### ASSIGNED TASK
Would you copy out each line of the records below that includes the word "Najeeb"?

### DATA EXTRACT
::::
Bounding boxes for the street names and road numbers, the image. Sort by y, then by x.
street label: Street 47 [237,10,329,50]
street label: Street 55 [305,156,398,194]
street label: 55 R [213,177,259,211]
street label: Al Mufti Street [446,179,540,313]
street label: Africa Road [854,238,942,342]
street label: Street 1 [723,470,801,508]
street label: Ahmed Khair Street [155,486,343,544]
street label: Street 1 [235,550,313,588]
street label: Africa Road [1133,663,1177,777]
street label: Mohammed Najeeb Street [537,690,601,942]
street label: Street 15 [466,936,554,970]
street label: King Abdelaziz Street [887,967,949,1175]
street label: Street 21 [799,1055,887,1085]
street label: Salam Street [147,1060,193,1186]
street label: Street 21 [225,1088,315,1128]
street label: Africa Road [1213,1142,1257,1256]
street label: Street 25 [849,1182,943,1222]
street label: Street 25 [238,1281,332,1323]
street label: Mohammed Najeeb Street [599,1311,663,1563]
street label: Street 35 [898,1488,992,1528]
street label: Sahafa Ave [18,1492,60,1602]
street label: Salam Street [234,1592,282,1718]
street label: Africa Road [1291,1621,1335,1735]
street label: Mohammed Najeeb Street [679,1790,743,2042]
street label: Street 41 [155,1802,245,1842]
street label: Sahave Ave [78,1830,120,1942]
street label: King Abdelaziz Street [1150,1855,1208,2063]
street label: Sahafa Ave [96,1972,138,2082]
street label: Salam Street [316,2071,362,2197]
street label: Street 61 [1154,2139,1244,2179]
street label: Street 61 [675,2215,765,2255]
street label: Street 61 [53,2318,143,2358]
::::
### EXERCISE SOLUTION
street label: Mohammed Najeeb Street [537,690,601,942]
street label: Mohammed Najeeb Street [599,1311,663,1563]
street label: Mohammed Najeeb Street [679,1790,743,2042]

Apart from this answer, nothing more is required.